It started as a discussion about removing cheaters from the ranking, and someone posted something about Dan Zhou doing this.
There have been discussions about this before that weren't conclusive, but it looks like we need to revisit this in the light of this discovery.
For those interested, http://www.minesweeper.info/forum/viewt ... f=12&t=238 is a very relevant topic here.
Here are the relevant parts of the recent discussion here (edited slightly for readability*):
[...] Furthermore last time during our private chat you mentioned that Dan Zhou is using keyboard to project 'chording' clicks (finally we made the agreement on it) because there is almost zero difference (never more than 0.01) between interval of left and right clicks when chording behavior is done, based on the detailed analysis of FreeSweeper tool, so one question for valid videos which needs to clarify is: should the minesweeper be played exclusively by one two-buttoned mouse device and a monitor? If not, her record should be removed from world record as someone voted. P.S. For the people mentioned above, I do not meant to offend you, since we should realize the fact that everyone(no matter which country this player belongs to) should be equal in front of rule, no matter how famous you were.
@lh the chording thing is worrying, can you describe that in more detail?

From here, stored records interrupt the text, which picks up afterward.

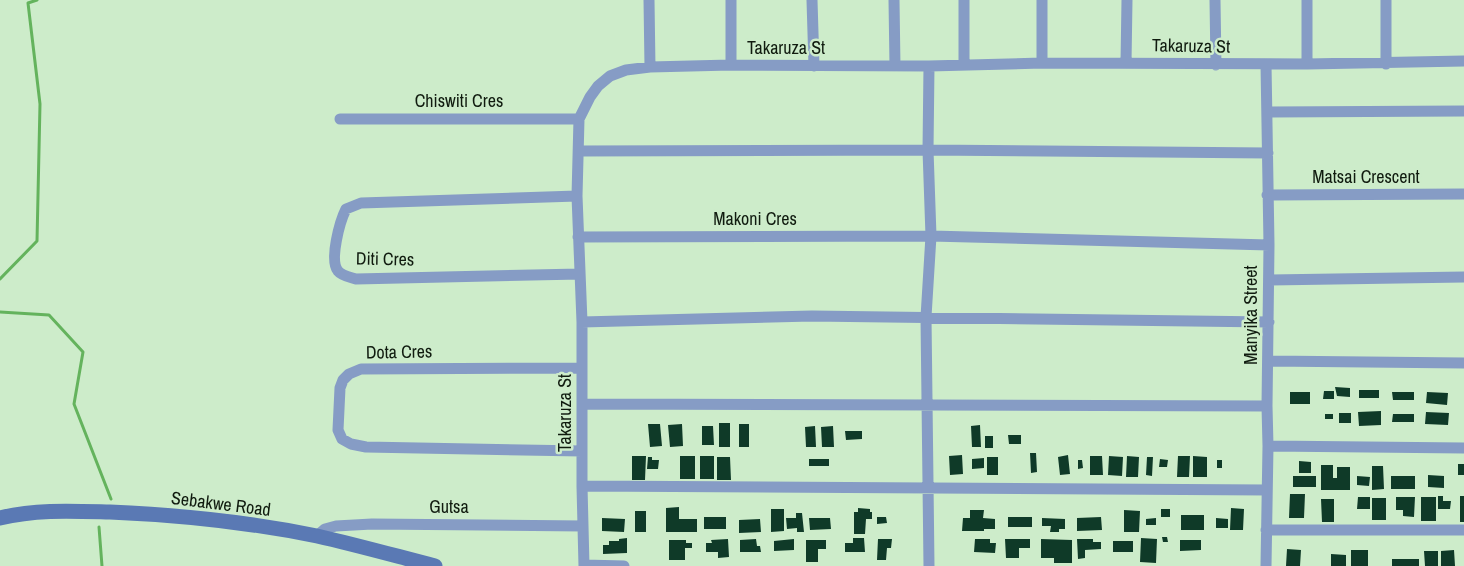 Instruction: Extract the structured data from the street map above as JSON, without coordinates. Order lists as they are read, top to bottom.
{
  "streets": {
    "street": [
      "Takaruza St",
      "Chiswiti Cres",
      "Matsai Crescent",
      "Makoni Cres",
      "Diti Cres",
      "Manyika Street",
      "Dota Cres",
      "Sebakwe Road",
      "Gutsa"
    ]
  },
  "crossings": [
    ["Takaruza St", "Chiswiti Cres"],
    ["Takaruza St", "Makoni Cres"],
    ["Takaruza St", "Diti Cres"],
    ["Takaruza St", "Manyika Street"],
    ["Takaruza St", "Dota Cres"],
    ["Takaruza St", "Gutsa"],
    ["Matsai Crescent", "Manyika Street"],
    ["Makoni Cres", "Manyika Street"],
    ["Sebakwe Road", "Gutsa"]
  ]
}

* fixed typo in lh's first post instead of having the first post and the correction, merged three posts that were made within half an hour, edited chat log to use names instead of numbers.lh says:
@Tommy First you need to have the version of Freesweeper, if you don't, you can download the program file via this link: https://www.sendspace.com/file/9edgod Then go to the World Ranking and download the current time record of Dan Zhou, click 'Game'->'Load video', then open this file. Now lets take a look at the window of 'Video control', look at the green stripes which indicate left clicks and dark red stripes which indicate right clicks, the starting point and ending point in # of 0.01s are indicated in numbers above and below each stripe. As we know, 'chording' is done while we detect that both left button and right button are pressed down, and then either of them is released. So during normal HUMAN operation, we need to press both left button and right button to complete this operation. OK we can find that, for any times that Dan Zhou is making intentional or unintentional 'chording', left click and right click starts and ends at EXACTLY the same number of 0.01s, or the difference is NEVER more than 0.01s. If we looked at some other videos such as her 3bv/s record or some of her other Exp sub40s, we will find this same fact. At this time, both Guo Jin Yang and I don't believe that any HUMAN BEING is capable to press both buttons with two fingers(or one finger) with never more than 0.01s of difference, but, if we consider another possibility that Dan Zhou is using a single 'middle button' or a single 'side button' on the mouse, or using a single key on the keyboard, we tend to believe that zero or 0.01 differences can be managed to make, since a key projection program may cross the boundary of two consecutive 0.01s during its execution. I have no idea whether the latter case that we believed is considered as 'cheating', but we do believe that the game is played as the latter case.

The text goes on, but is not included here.